The designers aim to use the software in collaborations between museums, archives and indigenous communities to facilitate cultural repatriation. Software will be downloadable and freely available to indigenous communities (Hunter, J. , et al. , 2004). Ara Irititja Project (a project supported by the South Australian Museum). The project partners with local Aboriginal organizations to collect and preserve both traditional and current Anangu material and stories. Through an interactive multi-media archive database, the materials are then “given back to the community” (Ara Irititja Project, 2009).

The Archive of the Indigenous Languages of Latin America (a joint project of the Departments of Anthropology and Linguistics and the Digital Library Services Division of the University Libraries at the University of Texas at Austin).
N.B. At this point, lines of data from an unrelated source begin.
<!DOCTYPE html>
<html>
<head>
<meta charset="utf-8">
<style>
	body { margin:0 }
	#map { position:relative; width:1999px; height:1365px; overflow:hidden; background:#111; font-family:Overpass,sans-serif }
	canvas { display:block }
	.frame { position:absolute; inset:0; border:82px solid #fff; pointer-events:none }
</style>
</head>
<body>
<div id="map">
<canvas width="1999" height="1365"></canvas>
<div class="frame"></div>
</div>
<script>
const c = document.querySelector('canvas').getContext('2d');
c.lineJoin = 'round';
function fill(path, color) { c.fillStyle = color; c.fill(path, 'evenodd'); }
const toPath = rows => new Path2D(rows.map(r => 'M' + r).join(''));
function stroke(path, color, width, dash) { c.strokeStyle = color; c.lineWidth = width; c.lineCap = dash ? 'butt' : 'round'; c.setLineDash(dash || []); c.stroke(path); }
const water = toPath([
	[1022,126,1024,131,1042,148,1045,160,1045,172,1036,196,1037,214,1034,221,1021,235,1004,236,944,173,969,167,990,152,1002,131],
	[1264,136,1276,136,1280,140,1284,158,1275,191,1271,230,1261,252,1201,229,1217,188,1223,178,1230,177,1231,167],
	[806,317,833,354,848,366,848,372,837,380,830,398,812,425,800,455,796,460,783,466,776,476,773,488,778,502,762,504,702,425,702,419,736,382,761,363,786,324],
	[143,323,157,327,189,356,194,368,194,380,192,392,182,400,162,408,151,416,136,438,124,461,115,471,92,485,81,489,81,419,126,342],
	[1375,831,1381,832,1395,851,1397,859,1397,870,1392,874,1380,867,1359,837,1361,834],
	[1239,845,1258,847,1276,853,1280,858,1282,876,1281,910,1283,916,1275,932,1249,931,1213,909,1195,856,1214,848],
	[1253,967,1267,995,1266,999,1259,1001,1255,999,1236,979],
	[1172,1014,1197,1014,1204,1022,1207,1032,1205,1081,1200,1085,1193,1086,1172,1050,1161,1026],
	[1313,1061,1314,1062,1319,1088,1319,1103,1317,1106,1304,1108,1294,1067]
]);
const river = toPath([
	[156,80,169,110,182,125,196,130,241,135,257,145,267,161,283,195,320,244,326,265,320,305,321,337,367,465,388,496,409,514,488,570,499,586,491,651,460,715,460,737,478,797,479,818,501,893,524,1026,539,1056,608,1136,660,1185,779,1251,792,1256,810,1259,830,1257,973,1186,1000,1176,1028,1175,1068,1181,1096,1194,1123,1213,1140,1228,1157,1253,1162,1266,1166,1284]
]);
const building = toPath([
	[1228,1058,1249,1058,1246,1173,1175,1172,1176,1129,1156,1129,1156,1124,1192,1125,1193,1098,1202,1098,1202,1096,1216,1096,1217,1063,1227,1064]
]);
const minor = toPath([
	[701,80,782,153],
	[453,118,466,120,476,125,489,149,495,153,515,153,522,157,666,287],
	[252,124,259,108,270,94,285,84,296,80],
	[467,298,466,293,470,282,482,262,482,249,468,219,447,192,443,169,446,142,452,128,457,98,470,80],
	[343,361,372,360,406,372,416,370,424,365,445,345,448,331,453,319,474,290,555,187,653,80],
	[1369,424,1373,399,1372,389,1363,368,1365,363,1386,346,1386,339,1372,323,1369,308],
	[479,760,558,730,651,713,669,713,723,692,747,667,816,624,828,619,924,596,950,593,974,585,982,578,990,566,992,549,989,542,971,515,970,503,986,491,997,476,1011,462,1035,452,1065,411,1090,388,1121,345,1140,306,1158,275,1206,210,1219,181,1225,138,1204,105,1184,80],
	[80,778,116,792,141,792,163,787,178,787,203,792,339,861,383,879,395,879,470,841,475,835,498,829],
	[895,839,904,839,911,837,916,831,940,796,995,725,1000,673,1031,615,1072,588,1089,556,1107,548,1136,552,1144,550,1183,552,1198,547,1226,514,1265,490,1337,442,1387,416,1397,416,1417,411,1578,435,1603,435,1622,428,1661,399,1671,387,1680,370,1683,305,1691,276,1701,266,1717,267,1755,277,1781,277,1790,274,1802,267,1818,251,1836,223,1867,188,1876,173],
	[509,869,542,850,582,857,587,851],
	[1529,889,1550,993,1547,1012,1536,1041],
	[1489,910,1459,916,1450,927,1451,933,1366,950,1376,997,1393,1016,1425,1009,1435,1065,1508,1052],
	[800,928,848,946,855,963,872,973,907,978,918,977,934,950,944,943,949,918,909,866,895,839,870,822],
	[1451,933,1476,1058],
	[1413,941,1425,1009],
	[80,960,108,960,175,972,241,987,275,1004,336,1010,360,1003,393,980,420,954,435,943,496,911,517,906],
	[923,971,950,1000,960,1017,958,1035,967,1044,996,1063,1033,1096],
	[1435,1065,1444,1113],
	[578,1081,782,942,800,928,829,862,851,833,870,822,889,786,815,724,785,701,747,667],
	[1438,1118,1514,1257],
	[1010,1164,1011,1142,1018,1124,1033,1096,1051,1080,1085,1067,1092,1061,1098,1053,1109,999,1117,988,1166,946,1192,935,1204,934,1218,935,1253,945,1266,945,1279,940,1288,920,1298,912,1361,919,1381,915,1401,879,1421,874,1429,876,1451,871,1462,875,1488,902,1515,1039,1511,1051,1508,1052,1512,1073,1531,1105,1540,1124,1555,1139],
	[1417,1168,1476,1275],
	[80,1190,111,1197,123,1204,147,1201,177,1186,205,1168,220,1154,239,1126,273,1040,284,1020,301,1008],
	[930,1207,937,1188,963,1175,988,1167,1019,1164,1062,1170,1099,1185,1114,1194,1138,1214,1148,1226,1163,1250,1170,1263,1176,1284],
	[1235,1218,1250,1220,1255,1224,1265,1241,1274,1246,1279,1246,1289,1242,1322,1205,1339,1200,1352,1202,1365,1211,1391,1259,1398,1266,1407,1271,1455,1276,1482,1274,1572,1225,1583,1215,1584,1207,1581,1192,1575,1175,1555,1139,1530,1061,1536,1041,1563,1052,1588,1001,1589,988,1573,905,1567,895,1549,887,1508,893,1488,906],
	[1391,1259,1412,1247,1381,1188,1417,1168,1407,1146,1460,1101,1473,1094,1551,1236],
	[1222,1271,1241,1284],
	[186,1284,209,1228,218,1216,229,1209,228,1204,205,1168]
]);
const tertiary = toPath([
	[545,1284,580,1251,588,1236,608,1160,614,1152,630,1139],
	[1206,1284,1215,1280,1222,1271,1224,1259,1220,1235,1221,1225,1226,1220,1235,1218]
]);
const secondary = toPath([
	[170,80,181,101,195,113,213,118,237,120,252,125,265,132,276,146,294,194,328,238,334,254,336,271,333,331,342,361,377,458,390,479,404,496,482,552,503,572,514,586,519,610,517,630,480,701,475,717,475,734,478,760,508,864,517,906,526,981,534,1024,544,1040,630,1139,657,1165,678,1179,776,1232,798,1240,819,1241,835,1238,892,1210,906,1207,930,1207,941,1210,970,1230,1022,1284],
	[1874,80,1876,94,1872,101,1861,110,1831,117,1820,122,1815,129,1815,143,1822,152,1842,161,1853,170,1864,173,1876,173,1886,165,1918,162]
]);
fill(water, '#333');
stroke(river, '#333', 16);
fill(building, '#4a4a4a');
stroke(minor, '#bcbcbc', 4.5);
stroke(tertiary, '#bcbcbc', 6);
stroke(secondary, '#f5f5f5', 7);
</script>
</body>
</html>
The archive preserves and makes accessible narratives, ceremonies, oratory, conversations, and songs in the indigenous languages of Latin America and is especially concerned with making the collection accessible to indigenous communities and asks for users to register and agree to terms and conditions concerned with intellectual property rights (Archive of the Indigenous Languages of Latin America, 2009).
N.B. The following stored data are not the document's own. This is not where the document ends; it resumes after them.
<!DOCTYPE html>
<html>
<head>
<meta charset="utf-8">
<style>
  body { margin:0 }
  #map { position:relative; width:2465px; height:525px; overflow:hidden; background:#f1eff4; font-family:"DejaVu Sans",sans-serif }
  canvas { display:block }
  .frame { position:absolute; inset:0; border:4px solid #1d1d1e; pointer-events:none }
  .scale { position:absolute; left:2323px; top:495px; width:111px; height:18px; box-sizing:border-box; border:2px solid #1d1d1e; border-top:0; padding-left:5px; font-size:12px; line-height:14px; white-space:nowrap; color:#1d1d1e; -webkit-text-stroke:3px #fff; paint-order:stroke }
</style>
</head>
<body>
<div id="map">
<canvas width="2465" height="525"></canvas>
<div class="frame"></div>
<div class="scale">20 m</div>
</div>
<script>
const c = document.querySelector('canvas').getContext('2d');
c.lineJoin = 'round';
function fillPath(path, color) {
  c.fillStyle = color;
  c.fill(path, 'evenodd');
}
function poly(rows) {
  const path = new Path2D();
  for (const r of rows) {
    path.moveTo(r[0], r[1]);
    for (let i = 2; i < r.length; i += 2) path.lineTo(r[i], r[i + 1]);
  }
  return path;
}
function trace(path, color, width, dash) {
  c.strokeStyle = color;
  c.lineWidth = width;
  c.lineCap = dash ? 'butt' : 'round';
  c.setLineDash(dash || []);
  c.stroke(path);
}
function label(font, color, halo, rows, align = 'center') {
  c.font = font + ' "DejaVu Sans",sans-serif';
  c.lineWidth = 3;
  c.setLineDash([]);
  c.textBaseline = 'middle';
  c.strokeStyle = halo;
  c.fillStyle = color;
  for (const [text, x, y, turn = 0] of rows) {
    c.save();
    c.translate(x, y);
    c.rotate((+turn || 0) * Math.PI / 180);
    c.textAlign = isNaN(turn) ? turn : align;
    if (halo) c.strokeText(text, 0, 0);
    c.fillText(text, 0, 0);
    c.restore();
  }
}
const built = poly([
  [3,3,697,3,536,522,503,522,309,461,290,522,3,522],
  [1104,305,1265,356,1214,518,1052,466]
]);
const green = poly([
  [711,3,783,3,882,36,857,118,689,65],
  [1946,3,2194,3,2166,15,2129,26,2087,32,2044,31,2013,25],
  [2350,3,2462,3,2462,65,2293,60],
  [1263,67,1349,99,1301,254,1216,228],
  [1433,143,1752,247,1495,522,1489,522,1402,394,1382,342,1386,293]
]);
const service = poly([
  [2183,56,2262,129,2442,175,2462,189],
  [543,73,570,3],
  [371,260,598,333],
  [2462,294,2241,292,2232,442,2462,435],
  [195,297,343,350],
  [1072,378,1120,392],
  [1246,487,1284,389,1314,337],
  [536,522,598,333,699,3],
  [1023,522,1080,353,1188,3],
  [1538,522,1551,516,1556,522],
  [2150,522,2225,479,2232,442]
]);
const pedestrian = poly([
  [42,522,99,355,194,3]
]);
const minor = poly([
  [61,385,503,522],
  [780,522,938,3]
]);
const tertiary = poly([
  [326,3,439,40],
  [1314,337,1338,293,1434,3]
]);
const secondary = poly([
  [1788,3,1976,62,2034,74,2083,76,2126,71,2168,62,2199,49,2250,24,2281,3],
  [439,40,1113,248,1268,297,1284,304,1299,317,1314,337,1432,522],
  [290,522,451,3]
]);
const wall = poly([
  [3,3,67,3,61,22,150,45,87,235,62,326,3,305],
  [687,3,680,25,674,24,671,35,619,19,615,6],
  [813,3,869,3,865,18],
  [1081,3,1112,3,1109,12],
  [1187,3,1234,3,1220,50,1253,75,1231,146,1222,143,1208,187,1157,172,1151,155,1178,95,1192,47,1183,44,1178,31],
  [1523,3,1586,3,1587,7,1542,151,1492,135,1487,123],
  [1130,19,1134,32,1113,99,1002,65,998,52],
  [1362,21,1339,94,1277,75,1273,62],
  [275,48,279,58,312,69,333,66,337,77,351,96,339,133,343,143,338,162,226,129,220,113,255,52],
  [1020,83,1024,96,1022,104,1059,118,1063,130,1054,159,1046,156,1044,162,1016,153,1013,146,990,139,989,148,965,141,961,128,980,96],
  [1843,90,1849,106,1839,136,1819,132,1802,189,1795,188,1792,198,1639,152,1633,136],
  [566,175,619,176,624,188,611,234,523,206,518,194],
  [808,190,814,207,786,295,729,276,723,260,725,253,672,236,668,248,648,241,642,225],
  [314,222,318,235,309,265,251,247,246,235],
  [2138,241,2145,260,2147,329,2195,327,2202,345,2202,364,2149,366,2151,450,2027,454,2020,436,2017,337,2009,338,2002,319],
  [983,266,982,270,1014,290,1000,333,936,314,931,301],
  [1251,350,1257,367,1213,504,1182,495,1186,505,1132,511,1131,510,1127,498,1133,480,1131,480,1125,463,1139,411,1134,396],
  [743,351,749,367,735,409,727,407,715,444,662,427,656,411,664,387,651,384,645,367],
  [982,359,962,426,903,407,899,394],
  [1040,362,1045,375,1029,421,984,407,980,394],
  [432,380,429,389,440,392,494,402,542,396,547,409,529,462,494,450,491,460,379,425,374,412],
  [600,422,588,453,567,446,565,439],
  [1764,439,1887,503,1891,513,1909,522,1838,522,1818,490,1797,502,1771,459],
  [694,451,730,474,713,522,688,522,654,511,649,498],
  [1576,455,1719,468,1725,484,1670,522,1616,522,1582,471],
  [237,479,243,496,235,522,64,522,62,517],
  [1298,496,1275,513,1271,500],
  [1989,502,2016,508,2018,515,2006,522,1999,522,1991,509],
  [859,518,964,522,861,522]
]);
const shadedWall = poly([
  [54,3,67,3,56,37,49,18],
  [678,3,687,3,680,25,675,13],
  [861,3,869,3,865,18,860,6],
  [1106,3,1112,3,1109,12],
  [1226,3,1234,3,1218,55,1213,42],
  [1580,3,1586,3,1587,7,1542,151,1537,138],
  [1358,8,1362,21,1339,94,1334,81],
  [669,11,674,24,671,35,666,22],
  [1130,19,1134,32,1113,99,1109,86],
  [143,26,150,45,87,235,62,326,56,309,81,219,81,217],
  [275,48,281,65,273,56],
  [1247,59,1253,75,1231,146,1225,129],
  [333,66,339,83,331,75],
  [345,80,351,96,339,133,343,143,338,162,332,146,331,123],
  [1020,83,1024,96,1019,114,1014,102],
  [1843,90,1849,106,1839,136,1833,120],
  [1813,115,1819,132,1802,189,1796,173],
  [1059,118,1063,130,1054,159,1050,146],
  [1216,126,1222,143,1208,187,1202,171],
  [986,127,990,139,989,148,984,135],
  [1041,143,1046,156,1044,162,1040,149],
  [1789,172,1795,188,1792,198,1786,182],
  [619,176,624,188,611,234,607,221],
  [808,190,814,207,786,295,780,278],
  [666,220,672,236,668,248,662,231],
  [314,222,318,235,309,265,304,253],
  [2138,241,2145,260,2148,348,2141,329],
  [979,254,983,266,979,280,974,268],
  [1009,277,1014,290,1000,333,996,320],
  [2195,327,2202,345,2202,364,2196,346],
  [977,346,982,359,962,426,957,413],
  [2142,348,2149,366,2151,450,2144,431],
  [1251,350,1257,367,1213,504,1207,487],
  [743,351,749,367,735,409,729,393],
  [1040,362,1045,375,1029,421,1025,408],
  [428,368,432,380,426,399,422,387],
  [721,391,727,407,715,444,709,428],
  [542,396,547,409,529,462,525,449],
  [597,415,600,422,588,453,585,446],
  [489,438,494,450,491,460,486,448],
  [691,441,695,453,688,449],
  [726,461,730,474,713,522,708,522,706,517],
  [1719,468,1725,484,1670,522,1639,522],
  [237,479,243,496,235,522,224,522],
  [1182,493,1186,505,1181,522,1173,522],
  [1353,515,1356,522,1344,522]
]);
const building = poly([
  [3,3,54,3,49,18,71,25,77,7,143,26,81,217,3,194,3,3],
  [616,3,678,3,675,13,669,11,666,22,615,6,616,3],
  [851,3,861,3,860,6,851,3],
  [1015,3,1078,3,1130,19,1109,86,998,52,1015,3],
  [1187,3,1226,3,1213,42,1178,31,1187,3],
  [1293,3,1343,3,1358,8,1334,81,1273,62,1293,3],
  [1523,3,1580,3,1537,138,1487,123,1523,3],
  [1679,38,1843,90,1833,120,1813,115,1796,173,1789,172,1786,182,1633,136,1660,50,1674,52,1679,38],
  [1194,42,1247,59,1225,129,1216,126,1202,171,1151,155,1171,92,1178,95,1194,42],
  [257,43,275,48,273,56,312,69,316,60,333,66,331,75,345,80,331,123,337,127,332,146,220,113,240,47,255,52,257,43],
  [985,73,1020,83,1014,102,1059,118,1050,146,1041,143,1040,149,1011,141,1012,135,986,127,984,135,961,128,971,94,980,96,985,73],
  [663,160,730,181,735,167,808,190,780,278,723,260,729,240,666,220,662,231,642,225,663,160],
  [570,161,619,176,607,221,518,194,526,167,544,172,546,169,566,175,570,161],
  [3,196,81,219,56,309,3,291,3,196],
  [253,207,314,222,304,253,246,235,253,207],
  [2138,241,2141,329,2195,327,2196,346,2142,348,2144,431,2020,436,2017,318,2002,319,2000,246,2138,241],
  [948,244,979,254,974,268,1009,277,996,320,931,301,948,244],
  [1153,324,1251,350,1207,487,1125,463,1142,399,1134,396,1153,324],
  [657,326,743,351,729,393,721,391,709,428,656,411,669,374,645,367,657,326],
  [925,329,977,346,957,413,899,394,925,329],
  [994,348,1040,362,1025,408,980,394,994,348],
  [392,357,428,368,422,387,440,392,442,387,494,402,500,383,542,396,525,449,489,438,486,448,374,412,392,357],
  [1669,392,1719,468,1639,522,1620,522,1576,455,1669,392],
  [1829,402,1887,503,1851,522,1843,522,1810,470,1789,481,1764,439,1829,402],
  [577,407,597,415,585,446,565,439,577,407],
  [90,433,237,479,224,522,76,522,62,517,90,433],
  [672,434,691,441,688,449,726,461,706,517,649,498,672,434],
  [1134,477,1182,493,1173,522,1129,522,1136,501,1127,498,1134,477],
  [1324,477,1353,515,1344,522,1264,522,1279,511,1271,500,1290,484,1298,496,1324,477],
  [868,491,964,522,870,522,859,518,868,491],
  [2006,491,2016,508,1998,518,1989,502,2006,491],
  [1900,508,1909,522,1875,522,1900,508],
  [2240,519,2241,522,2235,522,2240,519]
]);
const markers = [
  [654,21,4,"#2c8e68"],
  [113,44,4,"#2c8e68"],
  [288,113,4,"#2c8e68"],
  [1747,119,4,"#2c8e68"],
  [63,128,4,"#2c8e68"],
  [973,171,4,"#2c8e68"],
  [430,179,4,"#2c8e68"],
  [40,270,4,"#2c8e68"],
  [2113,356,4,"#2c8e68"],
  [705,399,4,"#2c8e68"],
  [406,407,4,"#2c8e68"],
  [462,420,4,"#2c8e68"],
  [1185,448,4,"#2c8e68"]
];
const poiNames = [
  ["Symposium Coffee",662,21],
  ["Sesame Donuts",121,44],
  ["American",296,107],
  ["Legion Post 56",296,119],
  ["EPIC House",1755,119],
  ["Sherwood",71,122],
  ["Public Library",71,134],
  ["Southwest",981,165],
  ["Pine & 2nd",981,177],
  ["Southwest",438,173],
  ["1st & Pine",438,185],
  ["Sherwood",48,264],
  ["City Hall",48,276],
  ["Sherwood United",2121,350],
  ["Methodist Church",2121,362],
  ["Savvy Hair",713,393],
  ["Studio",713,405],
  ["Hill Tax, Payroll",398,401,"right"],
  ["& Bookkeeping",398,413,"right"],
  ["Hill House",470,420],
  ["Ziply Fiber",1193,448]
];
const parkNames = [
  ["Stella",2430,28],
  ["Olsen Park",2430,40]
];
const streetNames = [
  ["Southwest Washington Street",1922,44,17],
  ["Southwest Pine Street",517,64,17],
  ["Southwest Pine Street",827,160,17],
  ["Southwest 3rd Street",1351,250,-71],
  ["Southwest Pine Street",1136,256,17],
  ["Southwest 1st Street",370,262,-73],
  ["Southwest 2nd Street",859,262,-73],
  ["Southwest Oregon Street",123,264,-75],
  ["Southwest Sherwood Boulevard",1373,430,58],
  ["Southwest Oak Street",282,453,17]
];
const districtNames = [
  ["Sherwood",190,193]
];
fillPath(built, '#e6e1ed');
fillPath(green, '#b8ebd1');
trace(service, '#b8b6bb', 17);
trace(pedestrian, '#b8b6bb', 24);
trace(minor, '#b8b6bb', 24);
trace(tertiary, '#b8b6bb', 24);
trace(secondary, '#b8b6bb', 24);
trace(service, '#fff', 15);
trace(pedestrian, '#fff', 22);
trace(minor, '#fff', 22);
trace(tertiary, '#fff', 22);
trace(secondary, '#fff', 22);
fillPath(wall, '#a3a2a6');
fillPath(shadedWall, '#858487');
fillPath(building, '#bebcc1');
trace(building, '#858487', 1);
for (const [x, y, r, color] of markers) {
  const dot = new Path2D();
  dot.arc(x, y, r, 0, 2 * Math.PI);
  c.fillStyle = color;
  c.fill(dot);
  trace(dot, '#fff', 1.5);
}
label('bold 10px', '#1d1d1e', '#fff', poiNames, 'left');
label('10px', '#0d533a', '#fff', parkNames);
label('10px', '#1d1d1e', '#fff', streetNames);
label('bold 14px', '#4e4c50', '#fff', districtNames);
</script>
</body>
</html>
CONCLUSION In the United States, the LIS profession has been preoccupied with collecting, preserving, and providing access to materials, and has done little to challenge the assumption that this approach is the most appropriate for all information. Should the profession move from its traditional role as owner of collections, and accept the role of caretaker, then important steps can be taken toward the ethical management of IK and TCEs (including repatriation and the proper handling of sensitive materials).

Collaboration with indigenous communities is integral to this process. Merely being a librarian or an archivist who manages indigenous materials is no longer acceptable, the LIS profession must work to facilitate a process that involves indigenous communities in the planning and implementation of appropriate and useful knowledge management systems.